O Diploma

Desperdicei toda a minha juventude com farras. Estudei somente até a oitava serie; sempre pensei que escola não passava de uma perda de tempo.

Só percebi o tamanho do meu erro, quando engravidei uma namorada; foram tempos difíceis,os pais dela não aceitaram muito bem,e eu não tinha ninguém nessa cidade,só tinha um jeito de consertar tudo,e era casando.

Não foi um casamento no papel, tão pouco tivemos uma festa, foi exatamente assim: Eu aluguei um sobradinho e ela saiu da casa dos pais para morar comigo.

Eu trabalhava na feira nessa época, vendia CDs piratas, não ganhava muito dinheiro, mas dava para sobreviver, com o passar dos anos tive outros empregos, trabalhei de moto boy, garçom e pedreiro, foi justamente quando eu era pedreiro que minha vida começou a mudar.

Voltando de ônibus para casa certo dia eu vi um anuncio escrito numa parede mais ou menos assim:

Tenha seu segundo grau em apenas 1 mês!

Tel. 235 6231 falar com Cláudio Renato.

Percebi que era uma chance de mudar de vida, peguei minha agenda e anotei tudo.

No dia seguinte liguei, depois de cinco chamadas, uma voz jovial de mulher me atendeu:

-Alõ!!

-Gostaria de falar com o Cláudio Renato. Respondi numa voz meio indecisa.

-Só um momento. Respondeu a jovem transferindo a ligação em seguida.

-Cláudio Renato, no que posso ajudá-lo.

-Me chamo Felipe, eu li escrito numa parede que vocês oferecem diploma de segundo grau em um mês.

-sim. Respondeu numa voz que não expressava nenhuma emoção.

-Eu estou interessado, como faço para ter o serviço de vocês?

- Tem papel e caneta perto de você?

-Tenho sim.

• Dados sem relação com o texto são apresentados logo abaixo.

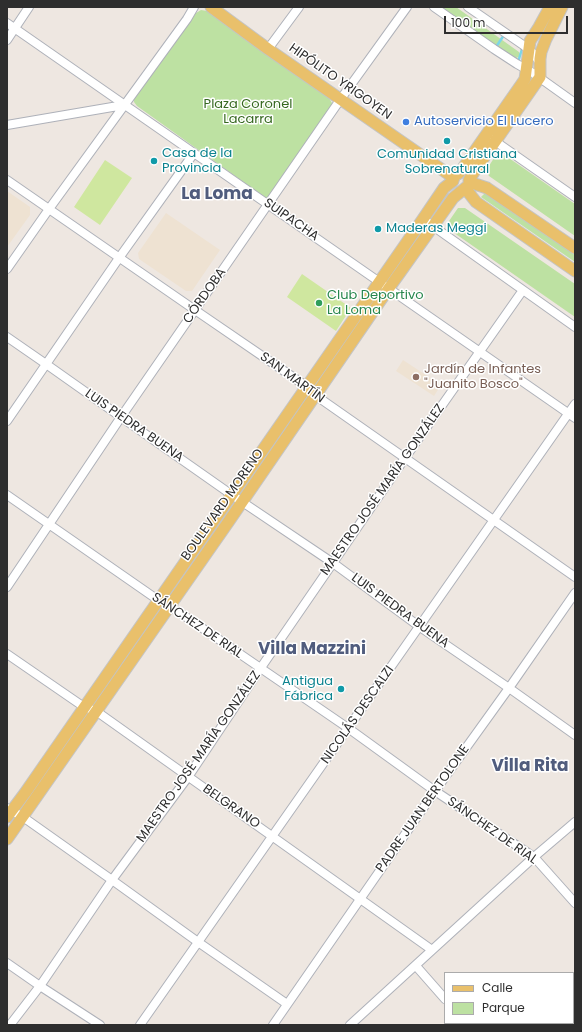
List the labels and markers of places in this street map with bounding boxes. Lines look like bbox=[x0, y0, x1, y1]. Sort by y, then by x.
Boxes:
place label: Autoservicio El Lucero bbox=[414, 114, 554, 130]
marker: Autoservicio El Lucero bbox=[401, 117, 411, 127]
marker: Comunidad Cristiana Sobrenatural bbox=[442, 136, 452, 146]
place label: Casa de la Provincia bbox=[162, 146, 232, 177]
place label: Comunidad Cristiana Sobrenatural bbox=[377, 147, 517, 178]
marker: Casa de la Provincia bbox=[149, 156, 159, 166]
place label: Maderas Meggi bbox=[386, 221, 487, 237]
marker: Maderas Meggi bbox=[373, 224, 383, 234]
place label: Club Deportivo La Loma bbox=[327, 288, 424, 319]
marker: Club Deportivo La Loma bbox=[314, 298, 324, 308]
place label: Jardín de Infantes "Juanito Bosco" bbox=[424, 362, 541, 393]
marker: Jardín de Infantes "Juanito Bosco" bbox=[411, 372, 421, 382]
place label: Antigua Fábrica bbox=[282, 674, 333, 705]
marker: Antigua Fábrica bbox=[336, 684, 346, 694]

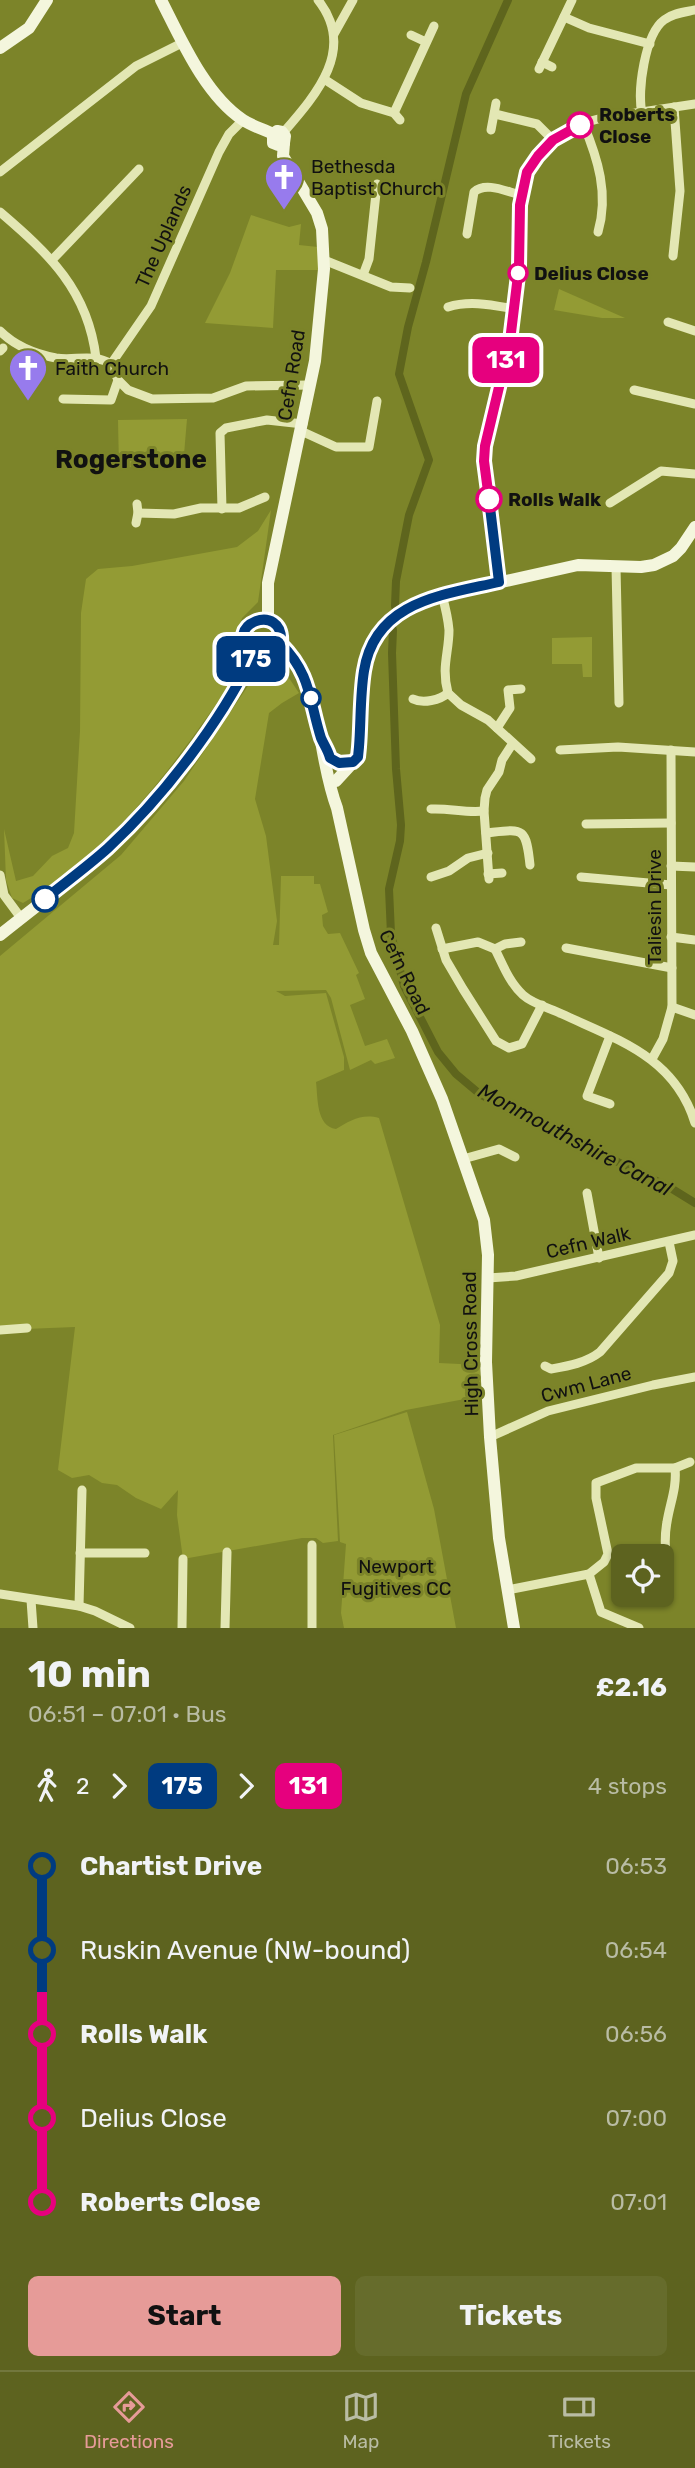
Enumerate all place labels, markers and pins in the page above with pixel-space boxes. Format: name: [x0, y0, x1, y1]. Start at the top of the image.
place label: Roberts Close: [599, 103, 675, 148]
marker: Roberts Close: [567, 112, 593, 138]
place label: Bethesda Baptist Church: [311, 155, 444, 200]
church icon: Bethesda Baptist Church: [263, 156, 305, 211]
place label: Delius Close: [534, 262, 649, 285]
marker: Delius Close: [508, 263, 528, 283]
church icon: Faith Church: [7, 347, 49, 402]
place label: Faith Church: [55, 357, 169, 380]
marker: Rolls Walk: [476, 486, 502, 512]
place label: Rolls Walk: [508, 488, 601, 511]
unlabelled marker: [301, 688, 321, 708]
unlabelled marker: [32, 886, 58, 912]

Respondi levando a mão ao bolso da calça e puxando a caneta juntamente com um pedaço de papel amansado.

-Venha até o centro da cidade. Rua Aparecido Filho, o numero do nosso prédio é 50, quinto andar.

-Que horas? Perguntei.

- A sua escolha. Respondeu ele desligando o telefone.

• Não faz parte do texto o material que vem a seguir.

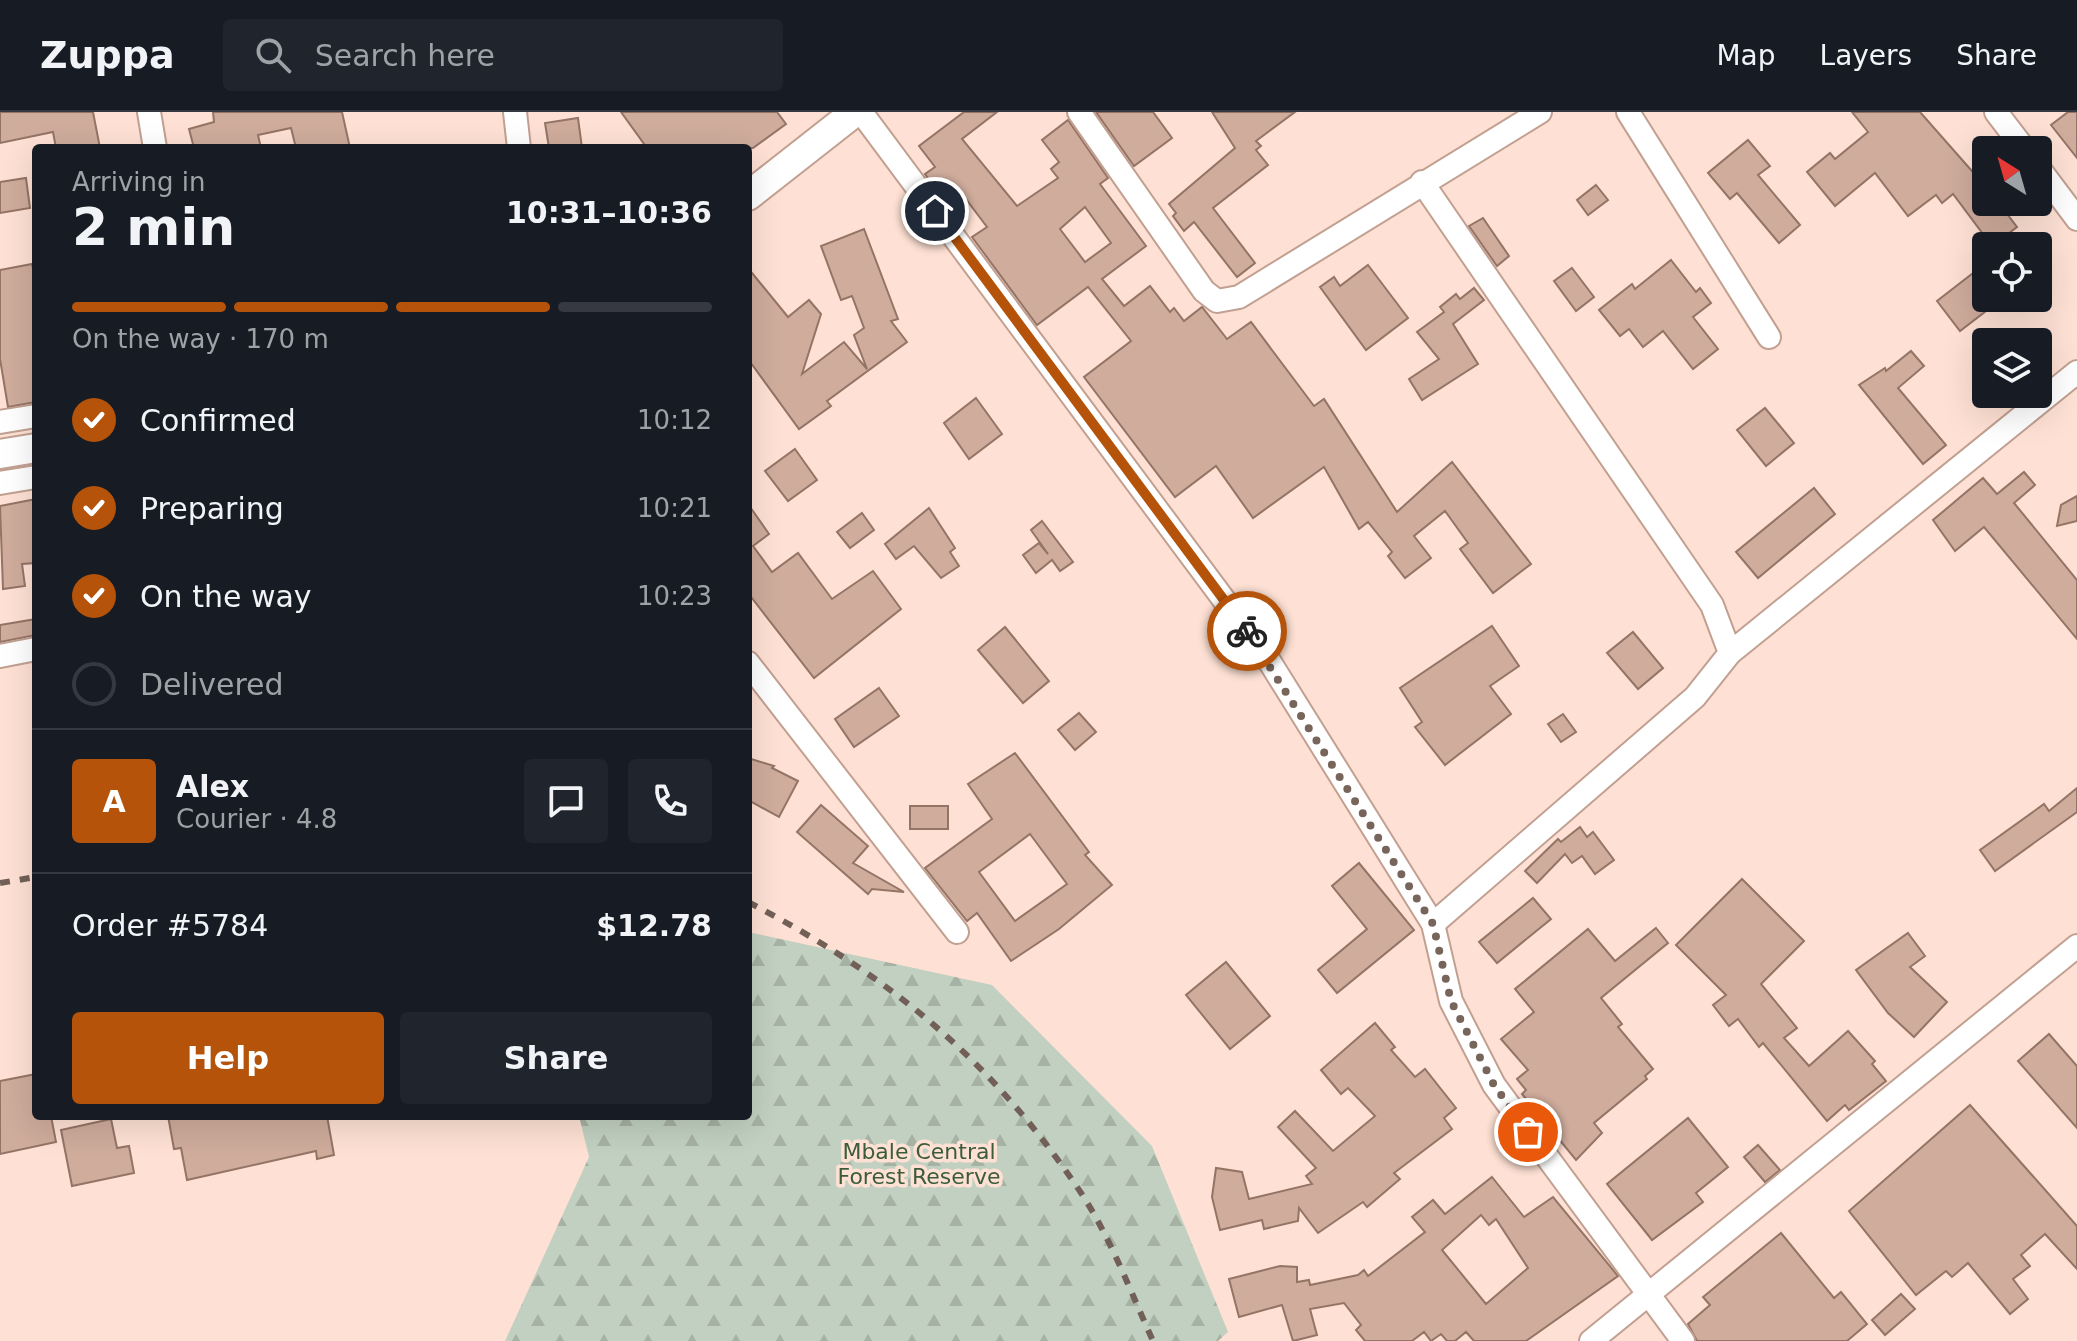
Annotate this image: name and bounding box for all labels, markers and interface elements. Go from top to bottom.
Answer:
search box [223,19,783,91]
text: Zuppa [40,33,175,77]
icon: search [251,33,295,77]
text: Search here [315,38,495,73]
text: Map [1716,39,1776,72]
text: Layers [1820,39,1912,72]
text: Share [1956,39,2037,72]
north arrow [1972,136,2052,216]
map controls [1972,136,2052,408]
text: Arriving in [72,167,206,197]
pin [901,177,969,245]
icon: home [913,189,957,233]
text: 10:31–10:36 [506,195,712,230]
text: 2 min [72,197,235,257]
button: locate [1972,232,2052,312]
text: On the way · 170 m [72,324,329,354]
button: layers [1972,328,2052,408]
icon: check [72,398,116,442]
text: Confirmed [140,403,296,438]
text: 10:12 [637,405,712,435]
icon: check [72,486,116,530]
text: Preparing [140,491,284,526]
text: 10:21 [637,493,712,523]
icon: check [72,574,116,618]
text: On the way [140,579,312,614]
text: 10:23 [637,581,712,611]
courier [1207,591,1287,671]
icon: bike [1225,609,1269,653]
text: Delivered [140,667,284,702]
button: chat [524,759,608,843]
button: phone [628,759,712,843]
text: Alex [176,769,249,804]
text: A [102,784,126,819]
text: Courier · 4.8 [176,804,337,834]
text: Order #5784 [72,908,268,943]
text: $12.78 [596,908,712,943]
button: Help [72,1012,384,1104]
button: Share [400,1012,712,1104]
pin [1494,1098,1562,1166]
icon: bag [1506,1110,1550,1154]
park label: Mbale Central Forest Reserve [838,1139,1000,1189]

Fiquei um tempo apenas segurando o telefone e o observando, achei tudo muito estranho, mas sabia como seria o esquema do diploma, na certa ele me cobraria uma certa quantia,e me entregaria o diploma,não seria necessário mais nada,talvez eu já sairia de lá graduado.

No dia seguinte peguei uma dispensa do serviço e fui ate o endereço, cheguei lá por volta das 10 da manha.

Peguei o elevador e me dirigi para o quinto andar, assim que a porta se abriu uma moça alta de cabelos castanhos claros e olhos cor de mel, me recebeu com um enorme sorriso.

-Olá, você deve ser o Felipe!! Disse ela.

-Sim. Como você sabe que sou eu, ou melhor, como sabe a hora que eu chegaria? Perguntei assustado.

-Ela me olhou por alguns segundos, tempo suficiente para me dar vontade de me virar e sair daquele lugar, quando estava decidido a ir embora ela respondeu:

-Sabemos de tudo!!

-Venha o Doutor Cláudio está esperando você!.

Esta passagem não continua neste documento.